Starboard’s plan slams current management on everything from failure to expand internationally down to “mushy, unappealing” pasta—a result of saving wear and tear on Olive Gardens’ pots by leaving the salt out of boiling water, a practice Starboard calls “shocking.”
ROC United, a national organization of restaurant workers, has a different notion of what’s shocking—namely, how little Darden (DRI) pays its 180,000 restaurant employees, about 20% of whom make the federal “tipped minimum wage” of $2.13 per hour. The public bickering over breadsticks that led up to Starboard’s boardroom coup “really struck a raw nerve with a lot of employees,” says Lauren Jacobs, ROC’s national organizing director. “There are much bigger issues at stake here.”
True. As the biggest U.S. restaurant chain, how the company deals with its labor costs could affect the entire industry and spill over into other businesses—retail, for example—with large numbers of hourly workers.
ROC has used the boardroom drama at Darden to step up the pressure on pay. About 7,000 people signed a ROC petition asking Starboard, and whoever ends up replacing outgoing Darden CEO Clarence Otis, to meet with employees to discuss ways to make the company more profitable while raising hourly wages. “We want shareholders to get a good return,” says Jacobs, “but also for people who work hard every day to be able to pay their bills.”
This year’s annual meeting wasn’t the first time ROC has petitioned Darden management—Jacobs says Otis “ran away” when an employee group approached him at last year’s meeting. But this time, ROC came armed with financial projections that seem aimed at matching the by-the-numbers approach in Starboard’s turnaround plan.
According to the ROC analysis, it would cost Darden 10 cents per $5 of sales, over a phase-in period of five years, to raise all restaurant employees’ pay to a living wage of $15 per hour, at an estimated total cost to the company of 2% of annual revenues. Even if Darden passed the entire cost increase on to consumers, the report says, the effect on menu prices would be “negligible.” Customers would pay 10 cents more for Olive Garden’s tortellini al forno, for instance. The average Olive Garden check would increase from its current $16.75 to $17.10.
It’s unclear how Starboard will respond. On the one hand, its no-stone-unturned analysis of Darden’s woes indicates that it wants to “empower” front-line workers in the company’s “people-centric” culture, and is willing to spend more to do it. The hedge fund’s plan calls for “energizing” restaurant managers, for example, with higher salaries and bigger bonuses.

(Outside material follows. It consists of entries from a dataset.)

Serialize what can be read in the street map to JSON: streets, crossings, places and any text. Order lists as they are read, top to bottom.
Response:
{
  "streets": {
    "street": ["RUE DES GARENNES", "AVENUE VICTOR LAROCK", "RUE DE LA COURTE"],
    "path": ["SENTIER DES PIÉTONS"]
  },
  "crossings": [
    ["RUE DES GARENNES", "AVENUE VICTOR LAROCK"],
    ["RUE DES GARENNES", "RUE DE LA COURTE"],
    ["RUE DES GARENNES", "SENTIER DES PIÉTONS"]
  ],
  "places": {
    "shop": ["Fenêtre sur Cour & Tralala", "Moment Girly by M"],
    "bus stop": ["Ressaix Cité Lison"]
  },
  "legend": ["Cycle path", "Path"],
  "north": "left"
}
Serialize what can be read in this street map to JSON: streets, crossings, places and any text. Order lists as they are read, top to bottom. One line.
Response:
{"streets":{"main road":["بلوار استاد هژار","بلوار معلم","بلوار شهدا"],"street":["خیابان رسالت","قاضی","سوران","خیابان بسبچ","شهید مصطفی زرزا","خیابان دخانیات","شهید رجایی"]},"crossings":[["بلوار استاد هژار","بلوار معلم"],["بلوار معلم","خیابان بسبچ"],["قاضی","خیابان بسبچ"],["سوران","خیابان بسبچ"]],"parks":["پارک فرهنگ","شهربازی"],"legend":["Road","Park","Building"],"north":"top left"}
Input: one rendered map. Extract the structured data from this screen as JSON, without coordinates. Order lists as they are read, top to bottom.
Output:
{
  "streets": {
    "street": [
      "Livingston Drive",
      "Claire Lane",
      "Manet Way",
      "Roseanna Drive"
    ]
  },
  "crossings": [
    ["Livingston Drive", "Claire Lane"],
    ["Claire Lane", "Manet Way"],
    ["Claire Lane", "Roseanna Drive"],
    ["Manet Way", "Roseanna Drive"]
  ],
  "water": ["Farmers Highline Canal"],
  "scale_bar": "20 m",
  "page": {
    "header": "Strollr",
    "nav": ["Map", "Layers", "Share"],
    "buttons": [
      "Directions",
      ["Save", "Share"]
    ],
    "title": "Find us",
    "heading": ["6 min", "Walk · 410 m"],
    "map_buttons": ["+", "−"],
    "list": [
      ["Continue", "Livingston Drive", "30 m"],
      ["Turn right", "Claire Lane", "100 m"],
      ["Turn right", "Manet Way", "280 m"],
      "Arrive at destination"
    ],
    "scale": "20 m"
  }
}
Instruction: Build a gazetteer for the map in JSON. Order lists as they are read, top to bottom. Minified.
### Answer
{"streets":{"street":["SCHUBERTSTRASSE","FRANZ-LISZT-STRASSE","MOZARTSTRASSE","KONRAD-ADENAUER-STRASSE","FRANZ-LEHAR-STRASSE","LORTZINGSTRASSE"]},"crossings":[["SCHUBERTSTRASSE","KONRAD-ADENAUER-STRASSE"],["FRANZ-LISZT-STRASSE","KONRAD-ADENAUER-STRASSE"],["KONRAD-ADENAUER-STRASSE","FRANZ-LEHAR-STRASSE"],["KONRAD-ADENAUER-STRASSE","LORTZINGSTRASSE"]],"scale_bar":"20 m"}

On the other hand, ROC says Starboard wants to keep labor costs low with layoffs, more part-time scheduling, and pushing more work onto hourly workers who already earn less than the federal minimum wage.
So far, the only thing certain is that this isn’t over. Starboard didn’t respond to requests for comment from Fortune, but Jacobs says executives at the hedge fund have agreed to meet with ROC. “They just haven’t said when,” says Jacobs, adding that ROC, along with other living-wage advocates, won’t give up without a fight. “We’re very concerned about where Starboard wants to take the company. We’re in this for the long haul.”